What is needed:
State, as a number alone, how many lines of the data contain the string "roads".

Supplied data:

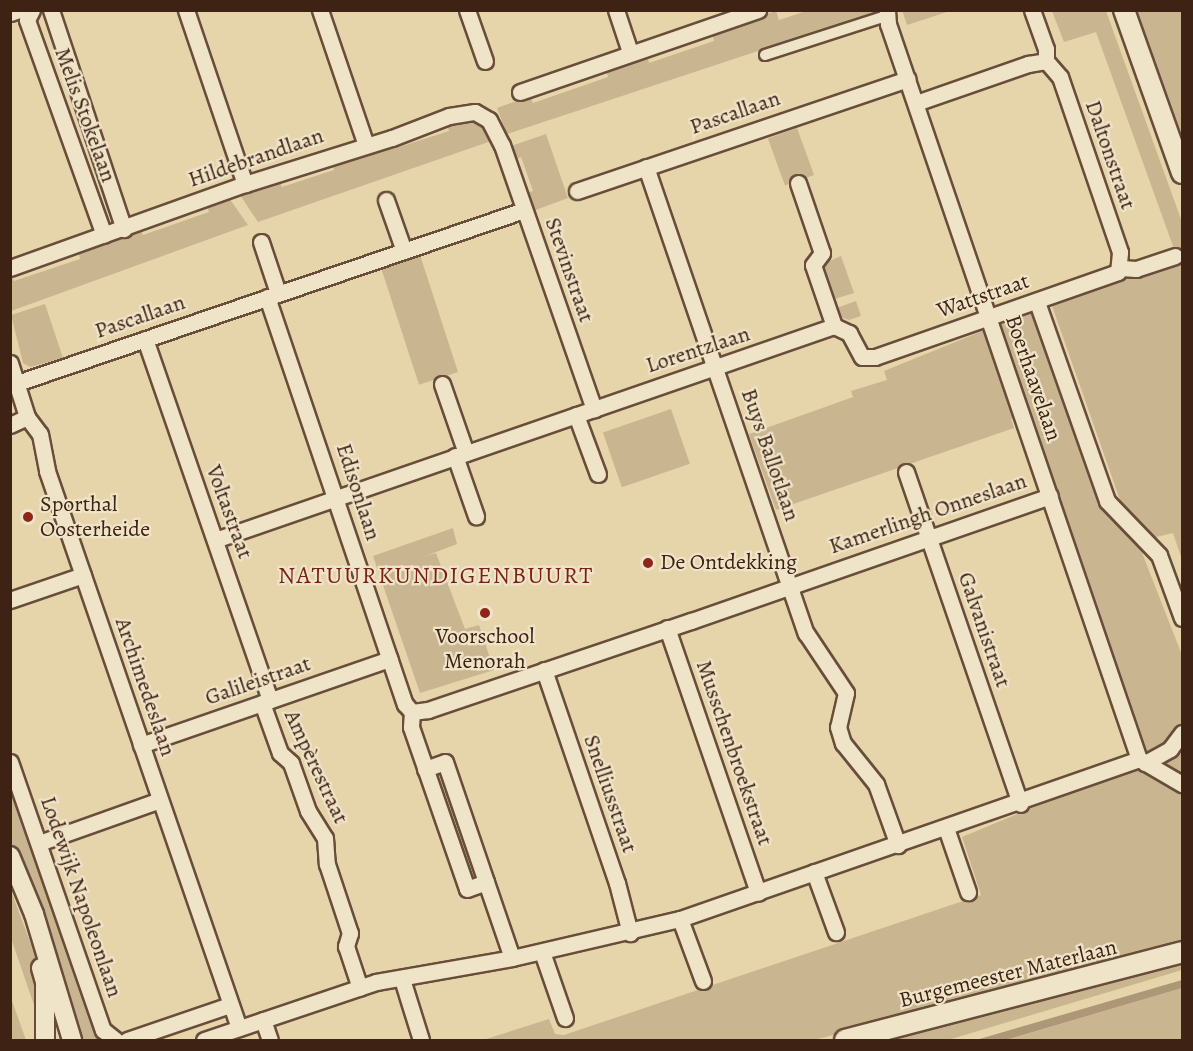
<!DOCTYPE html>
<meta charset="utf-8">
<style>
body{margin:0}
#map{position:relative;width:1193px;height:1051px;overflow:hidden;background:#e6d4aa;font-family:Alegreya,serif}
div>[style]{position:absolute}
.green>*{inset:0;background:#c9b690;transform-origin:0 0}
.water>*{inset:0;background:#ad9777}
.roads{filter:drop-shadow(2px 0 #684e3a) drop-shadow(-2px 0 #684e3a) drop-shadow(0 2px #684e3a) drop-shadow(0 -2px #684e3a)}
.pedestrian>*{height:10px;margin:-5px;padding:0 5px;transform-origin:5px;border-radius:5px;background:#efe3c8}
.minor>*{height:15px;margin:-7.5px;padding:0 7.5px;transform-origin:7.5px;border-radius:7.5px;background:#efe3c8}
.tertiary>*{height:18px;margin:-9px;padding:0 9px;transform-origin:9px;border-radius:9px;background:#efe3c8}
.secondary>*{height:20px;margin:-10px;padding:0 10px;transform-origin:10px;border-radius:10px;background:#efe3c8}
.dots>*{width:16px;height:16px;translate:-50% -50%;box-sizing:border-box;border:3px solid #efe3c8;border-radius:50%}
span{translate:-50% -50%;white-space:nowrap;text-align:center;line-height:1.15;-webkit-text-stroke:4.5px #efe3c8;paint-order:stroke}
.street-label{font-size:22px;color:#3e2214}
.poi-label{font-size:22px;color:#3e2214}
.left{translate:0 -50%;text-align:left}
.neighbourhood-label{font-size:24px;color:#7a1f14;letter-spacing:1.5px}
.frame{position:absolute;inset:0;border:12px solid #3e2214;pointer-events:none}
</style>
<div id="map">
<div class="green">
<i style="clip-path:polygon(902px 10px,950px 10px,950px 11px,907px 25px)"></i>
<i style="clip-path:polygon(776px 11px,779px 20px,806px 11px,879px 11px,507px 134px,497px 108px,530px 96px,533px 103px,608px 77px,606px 69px,647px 55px,649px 63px,714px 41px,712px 33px)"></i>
<i style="clip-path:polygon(1052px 11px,1106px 11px,1182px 222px,1182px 560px,1173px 533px,1152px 538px,1120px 500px,1051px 303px,1178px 260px,1096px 32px,1064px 42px)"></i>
<i style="clip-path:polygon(1131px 11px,1182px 11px,1182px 153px)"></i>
<i style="clip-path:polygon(480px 114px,497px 139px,258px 222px,240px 195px,280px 182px,282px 187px,334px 170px,332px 163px,394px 143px,396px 148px,449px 131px,447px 125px)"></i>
<i style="left:797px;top:128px;width:50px;height:31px;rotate:70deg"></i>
<i style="clip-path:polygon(546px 134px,568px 198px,533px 211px,527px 193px,533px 191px,521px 157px,516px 159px,511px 146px)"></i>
<i style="clip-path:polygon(229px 198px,248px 225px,11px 311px,11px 275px,14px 281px,80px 259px,78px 249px,140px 229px,143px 235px,209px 212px,207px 206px)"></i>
<i style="left:420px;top:255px;width:123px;height:41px;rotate:72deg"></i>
<i style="clip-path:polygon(841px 256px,854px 293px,831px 300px,821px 272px,825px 263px)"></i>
<i style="clip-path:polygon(856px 301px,861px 316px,849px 320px,837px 316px,834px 309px)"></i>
<i style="clip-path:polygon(45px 304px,63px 358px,30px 367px,23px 363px,11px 315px)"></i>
<i style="clip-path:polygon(1034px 310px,1103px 508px,1137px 540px,1182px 655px,1182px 945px,814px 1040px,483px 1040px,549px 1019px,555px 1034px,564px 1035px,981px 895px,962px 837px,1143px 762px,1141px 740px,1019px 416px,1011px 419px,1014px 428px,776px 510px,751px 440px,749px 434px,853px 397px,851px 391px,887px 380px,884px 371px)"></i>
<i style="left:671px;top:409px;width:58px;height:72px;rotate:71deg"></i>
<i style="clip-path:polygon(453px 528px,457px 544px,423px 557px,436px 553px,465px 629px,479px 625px,494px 670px,420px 693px,373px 556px)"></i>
<i style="clip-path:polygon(10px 784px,85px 999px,104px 1040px,78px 1040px,39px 913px,11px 843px)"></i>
<i style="clip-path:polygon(10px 888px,45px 982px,36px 1011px,11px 938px)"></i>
<i style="clip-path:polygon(1182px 960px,1182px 970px,948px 1040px,877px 1040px)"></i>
<i style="clip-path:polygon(1182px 988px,1182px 1040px,1007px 1040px)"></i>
<i style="clip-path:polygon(10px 998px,11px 998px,26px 1040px,11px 1040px)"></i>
</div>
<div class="water">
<i style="clip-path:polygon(1182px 980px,1182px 988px,1006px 1040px,976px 1040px)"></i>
</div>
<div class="roads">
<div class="pedestrian">
<i style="left:765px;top:55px;width:127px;rotate:-17.9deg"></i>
</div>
<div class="minor">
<i style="left:32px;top:10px;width:11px;rotate:117deg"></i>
<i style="left:27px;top:20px;width:228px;rotate:70.3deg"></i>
<i style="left:51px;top:10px;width:231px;rotate:71.6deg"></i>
<i style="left:186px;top:10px;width:184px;rotate:71.3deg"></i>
<i style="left:320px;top:10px;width:143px;rotate:71.2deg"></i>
<i style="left:467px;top:10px;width:54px;rotate:70.6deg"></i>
<i style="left:616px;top:10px;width:44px;rotate:71.6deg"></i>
<i style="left:887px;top:10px;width:14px;rotate:86deg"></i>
<i style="left:888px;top:24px;width:777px;rotate:71.15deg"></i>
<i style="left:10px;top:13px;width:9px;rotate:-18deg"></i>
<i style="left:520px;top:92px;width:252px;rotate:-19deg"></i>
<i style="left:916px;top:103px;width:119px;rotate:-19.2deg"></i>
<i style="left:1028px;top:64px;width:18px;rotate:-9deg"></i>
<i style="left:646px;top:167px;width:493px;rotate:71.1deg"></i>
<i style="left:806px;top:633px;width:72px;rotate:56.3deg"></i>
<i style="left:846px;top:693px;width:35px;rotate:103deg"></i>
<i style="left:838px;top:727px;width:17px;rotate:73deg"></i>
<i style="left:843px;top:743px;width:53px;rotate:51.2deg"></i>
<i style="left:876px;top:784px;width:65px;rotate:70.2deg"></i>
<i style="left:798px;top:183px;width:74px;rotate:71.1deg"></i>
<i style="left:822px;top:253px;width:15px;rotate:127deg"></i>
<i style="left:813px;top:265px;width:65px;rotate:71deg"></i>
<i style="left:834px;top:326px;width:17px;rotate:25deg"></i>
<i style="left:849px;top:333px;width:27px;rotate:62deg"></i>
<i style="left:862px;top:357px;width:13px"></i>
<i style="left:875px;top:357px;width:257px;rotate:-19.3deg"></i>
<i style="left:1118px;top:272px;width:20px;rotate:-84deg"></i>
<i style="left:1120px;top:252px;width:185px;rotate:-108.9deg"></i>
<i style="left:1060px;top:77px;width:21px;rotate:-131deg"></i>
<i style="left:1046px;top:61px;width:12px;rotate:-90deg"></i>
<i style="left:1046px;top:49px;width:41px;rotate:-109.7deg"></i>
<i style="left:577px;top:191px;width:349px;rotate:-18.7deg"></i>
<i style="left:386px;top:200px;width:54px;rotate:70.6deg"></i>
<i style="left:261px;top:242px;width:54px;rotate:71.6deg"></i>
<i style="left:10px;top:268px;width:250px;rotate:-19.7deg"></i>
<i style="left:245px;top:184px;width:154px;rotate:-17.4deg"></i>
<i style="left:392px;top:138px;width:61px;rotate:-21.1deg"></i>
<i style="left:449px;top:116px;width:26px;rotate:-9deg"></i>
<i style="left:475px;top:112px;width:16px;rotate:30deg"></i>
<i style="left:489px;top:120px;width:28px;rotate:63deg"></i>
<i style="left:502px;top:145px;width:280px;rotate:70.8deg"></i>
<i style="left:1121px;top:268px;width:15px;rotate:4deg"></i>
<i style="left:1136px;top:269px;width:41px;rotate:-18.4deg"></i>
<i style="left:267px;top:297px;width:430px;rotate:71.3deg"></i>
<i style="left:405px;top:704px;width:11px;rotate:49deg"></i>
<i style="left:412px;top:712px;width:15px;rotate:94deg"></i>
<i style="left:411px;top:727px;width:171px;rotate:70.9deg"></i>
<i style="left:467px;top:889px;width:20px;rotate:-20deg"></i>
<i style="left:486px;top:882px;width:80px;rotate:71.1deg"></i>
<i style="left:1037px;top:302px;width:211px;rotate:70.6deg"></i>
<i style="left:1107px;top:501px;width:75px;rotate:46.1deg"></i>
<i style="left:1159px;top:555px;width:67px;rotate:69.9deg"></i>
<i style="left:145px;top:339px;width:382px;rotate:70.9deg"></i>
<i style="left:10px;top:363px;width:57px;rotate:72.5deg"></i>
<i style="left:27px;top:417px;width:21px;rotate:53deg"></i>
<i style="left:40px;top:434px;width:38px;rotate:79deg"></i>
<i style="left:47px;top:471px;width:589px;rotate:70.98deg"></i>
<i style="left:17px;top:383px;width:536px;rotate:-18.84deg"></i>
<i style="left:442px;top:384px;width:73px;rotate:70.8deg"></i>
<i style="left:576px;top:415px;width:63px;rotate:69.6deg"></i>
<i style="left:10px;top:425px;width:19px;rotate:-25deg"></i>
<i style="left:455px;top:456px;width:64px;rotate:70.7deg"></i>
<i style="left:906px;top:472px;width:351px;rotate:71deg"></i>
<i style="left:215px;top:540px;width:655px;rotate:-19.07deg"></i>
<i style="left:10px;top:600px;width:77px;rotate:-18.9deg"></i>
<i style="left:667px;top:628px;width:280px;rotate:71deg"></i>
<i style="left:544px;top:670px;width:225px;rotate:71.1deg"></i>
<i style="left:617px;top:883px;width:52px;rotate:75.4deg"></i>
<i style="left:262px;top:703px;width:53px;rotate:70.2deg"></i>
<i style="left:280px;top:753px;width:15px;rotate:42deg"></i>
<i style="left:291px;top:763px;width:51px;rotate:70.5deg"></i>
<i style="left:308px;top:811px;width:32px;rotate:58deg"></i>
<i style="left:325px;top:838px;width:26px;rotate:86deg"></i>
<i style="left:327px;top:864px;width:73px;rotate:71.6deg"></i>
<i style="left:350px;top:933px;width:14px;rotate:107deg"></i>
<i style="left:346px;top:946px;width:44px;rotate:71.6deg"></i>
<i style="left:412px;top:712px;width:16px;rotate:-7deg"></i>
<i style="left:428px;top:710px;width:278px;rotate:-18.7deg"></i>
<i style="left:691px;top:621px;width:380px;rotate:-19.2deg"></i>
<i style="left:141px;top:745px;width:263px;rotate:-19.1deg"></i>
<i style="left:10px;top:762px;width:284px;rotate:70.9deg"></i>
<i style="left:103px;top:1030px;width:16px;rotate:38deg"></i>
<i style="left:1145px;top:763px;width:29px;rotate:-29deg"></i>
<i style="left:1170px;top:749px;width:20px;rotate:-53deg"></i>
<i style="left:425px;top:769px;width:21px;rotate:-19deg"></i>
<i style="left:445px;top:762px;width:127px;rotate:71.1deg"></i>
<i style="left:946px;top:828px;width:68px;rotate:71deg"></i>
<i style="left:39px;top:843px;width:128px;rotate:-19.6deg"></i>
<i style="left:814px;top:872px;width:64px;rotate:69.9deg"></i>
<i style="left:680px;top:919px;width:66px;rotate:69.6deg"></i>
<i style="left:542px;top:952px;width:70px;rotate:70.8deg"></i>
<i style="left:402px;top:979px;width:64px;rotate:72.7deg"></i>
<i style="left:263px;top:1020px;width:21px;rotate:71deg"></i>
<i style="left:127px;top:1040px;width:109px;rotate:-18.8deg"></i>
<i style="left:204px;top:1040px;width:182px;rotate:-18.6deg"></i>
<i style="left:376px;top:982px;width:138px;rotate:-10deg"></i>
<i style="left:512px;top:958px;width:172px;rotate:-13.1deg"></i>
<i style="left:680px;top:919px;width:486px;rotate:-19.2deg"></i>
<i style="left:1139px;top:759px;width:50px;rotate:30.2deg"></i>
</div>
<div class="tertiary">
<i style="left:10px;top:856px;width:63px;rotate:67.5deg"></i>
<i style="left:34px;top:914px;width:132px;rotate:73.2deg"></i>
<i style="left:41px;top:968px;width:15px;rotate:74deg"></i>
<i style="left:45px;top:982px;width:58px;rotate:90deg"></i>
</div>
<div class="secondary">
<i style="left:1124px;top:10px;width:173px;rotate:70.4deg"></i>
<i style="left:845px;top:1040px;width:348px;rotate:-14.6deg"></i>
</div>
</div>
<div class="dots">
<i style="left:28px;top:517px;background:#8f2418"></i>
<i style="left:648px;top:563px;background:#8f2418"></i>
<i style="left:485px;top:613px;background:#8f2418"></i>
</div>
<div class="street-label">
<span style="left:735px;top:113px;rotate:-19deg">Pascallaan</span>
<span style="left:85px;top:115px;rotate:70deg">Melis Stokelaan</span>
<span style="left:1110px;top:155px;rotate:71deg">Daltonstraat</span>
<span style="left:256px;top:158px;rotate:-19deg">Hildebrandlaan</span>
<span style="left:569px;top:270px;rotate:71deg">Stevinstraat</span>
<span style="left:983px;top:296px;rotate:-19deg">Wattstraat</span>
<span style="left:140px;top:317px;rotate:-19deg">Pascallaan</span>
<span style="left:698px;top:350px;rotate:-18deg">Lorentzlaan</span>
<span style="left:1033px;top:378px;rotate:71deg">Boerhaavelaan</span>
<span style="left:770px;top:455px;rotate:71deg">Buys Ballotlaan</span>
<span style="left:358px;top:492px;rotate:72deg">Edisonlaan</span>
<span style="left:229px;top:512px;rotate:70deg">Voltastraat</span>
<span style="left:928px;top:514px;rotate:-19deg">Kamerlingh Onneslaan</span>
<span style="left:984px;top:630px;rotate:71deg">Galvanistraat</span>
<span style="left:258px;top:681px;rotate:-19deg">Galileistraat</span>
<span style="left:145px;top:687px;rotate:71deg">Archimedeslaan</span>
<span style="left:734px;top:753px;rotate:71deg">Musschenbroekstraat</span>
<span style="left:316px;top:767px;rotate:65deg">Ampèrestraat</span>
<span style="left:610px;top:794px;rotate:71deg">Snelliusstraat</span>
<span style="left:81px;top:897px;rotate:71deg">Lodewijk Napoleonlaan</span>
<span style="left:1008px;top:974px;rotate:-14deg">Burgemeester Materlaan</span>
</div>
<div class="poi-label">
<span class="left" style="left:40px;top:517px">Sporthal<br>Oosterheide</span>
<span class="left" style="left:660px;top:563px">De Ontdekking</span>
<span style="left:485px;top:649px">Voorschool<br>Menorah</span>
</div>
<div class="neighbourhood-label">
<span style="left:436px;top:576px">NATUURKUNDIGENBUURT</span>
</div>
<div class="frame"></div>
</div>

Answer box:
2